▽
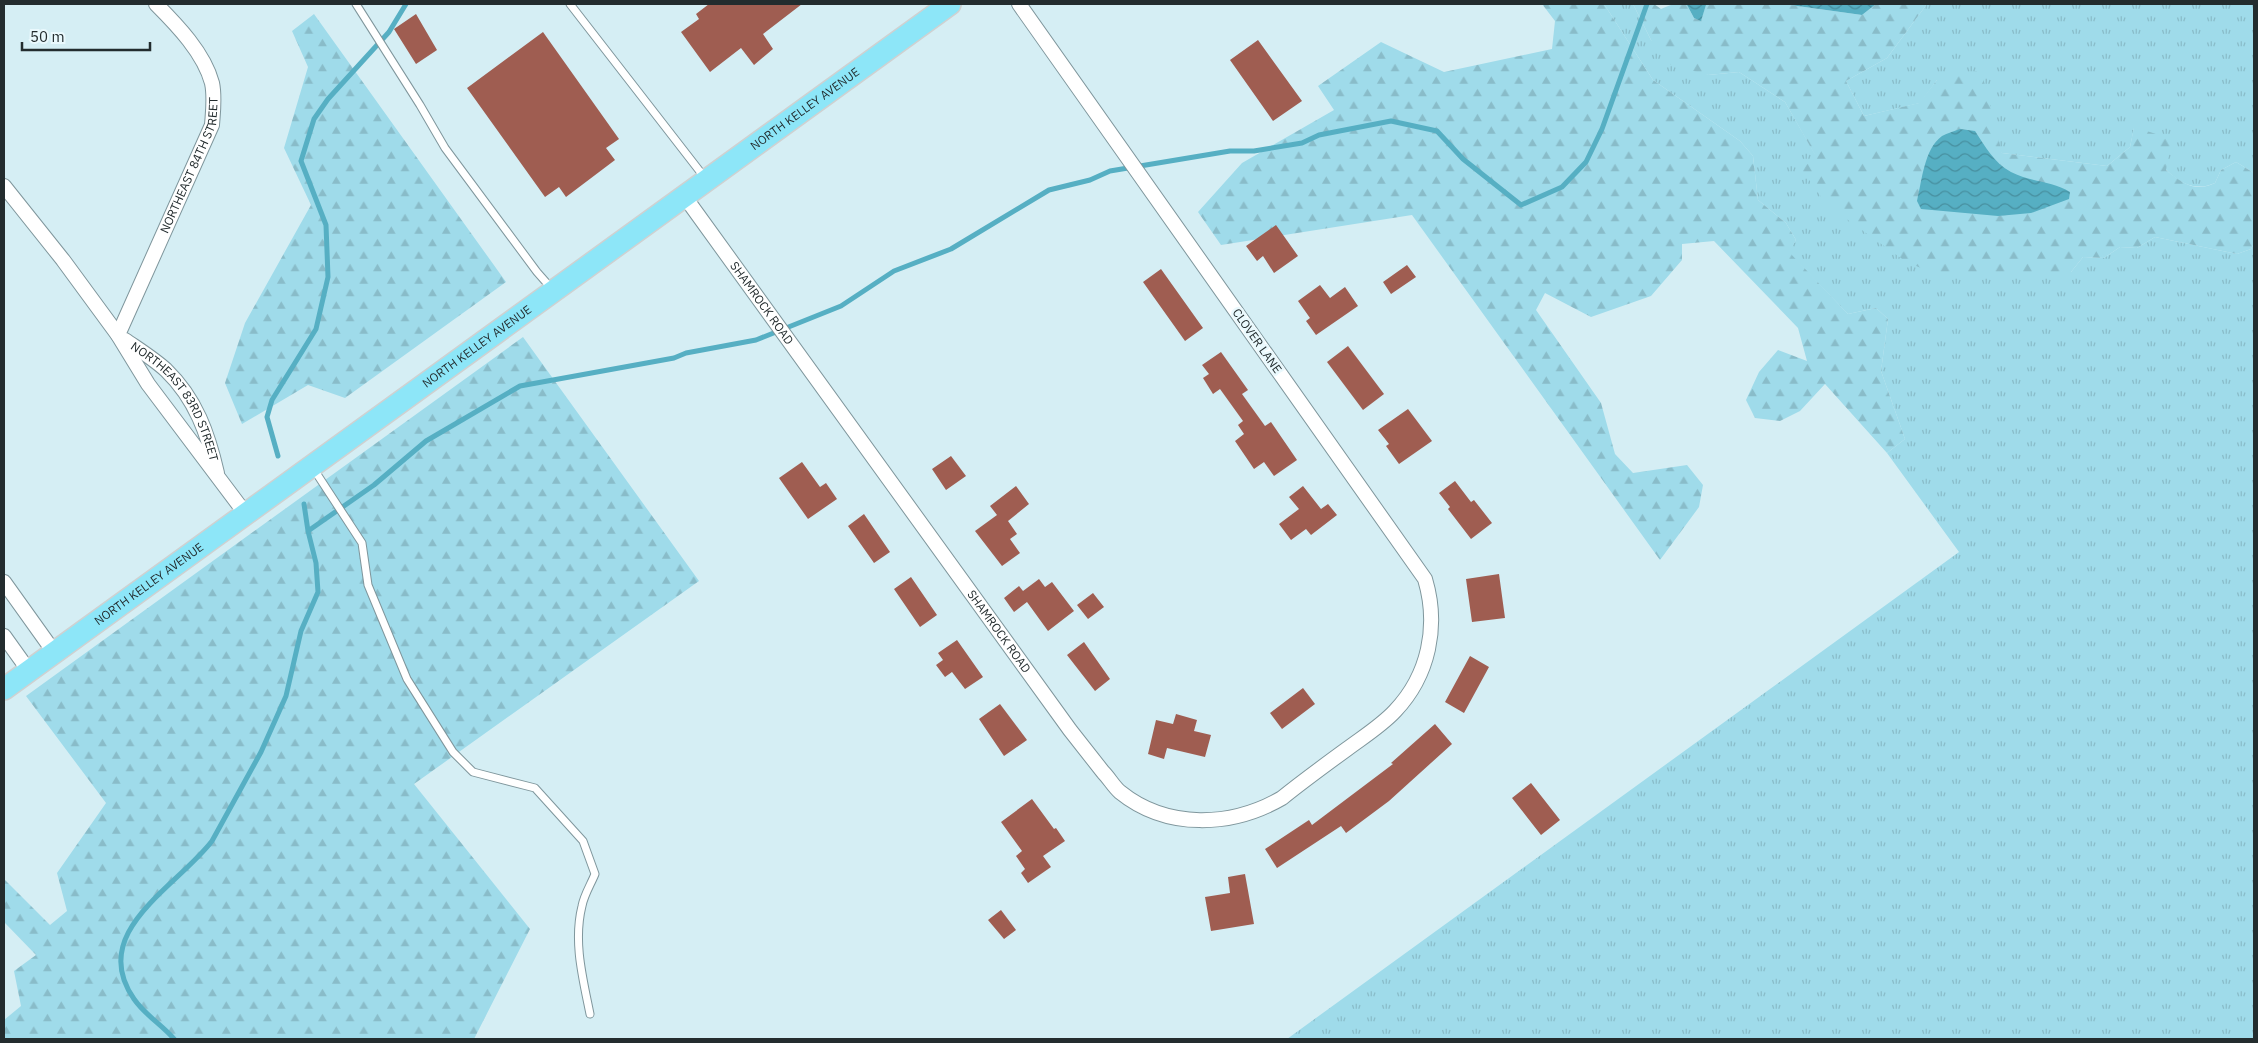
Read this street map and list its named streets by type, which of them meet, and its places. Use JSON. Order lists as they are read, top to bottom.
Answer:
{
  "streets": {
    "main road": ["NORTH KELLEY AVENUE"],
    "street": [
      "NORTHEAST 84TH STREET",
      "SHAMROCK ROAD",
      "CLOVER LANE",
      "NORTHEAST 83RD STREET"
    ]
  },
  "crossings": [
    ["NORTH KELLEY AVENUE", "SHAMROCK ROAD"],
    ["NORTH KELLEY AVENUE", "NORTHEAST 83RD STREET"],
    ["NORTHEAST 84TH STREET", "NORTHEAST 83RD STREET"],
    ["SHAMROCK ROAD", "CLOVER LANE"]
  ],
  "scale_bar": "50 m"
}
△
# [Problem description]
For this exercise, return the records above in full and exactly, omitting the images.

# [Solution below]
Read this street map and list its named streets by type, which of them meet, and its places. Use JSON. Order lists as they are read, top to bottom.
Answer:
{
  "streets": {
    "main road": ["NORTH KELLEY AVENUE"],
    "street": [
      "NORTHEAST 84TH STREET",
      "SHAMROCK ROAD",
      "CLOVER LANE",
      "NORTHEAST 83RD STREET"
    ]
  },
  "crossings": [
    ["NORTH KELLEY AVENUE", "SHAMROCK ROAD"],
    ["NORTH KELLEY AVENUE", "NORTHEAST 83RD STREET"],
    ["NORTHEAST 84TH STREET", "NORTHEAST 83RD STREET"],
    ["SHAMROCK ROAD", "CLOVER LANE"]
  ],
  "scale_bar": "50 m"
}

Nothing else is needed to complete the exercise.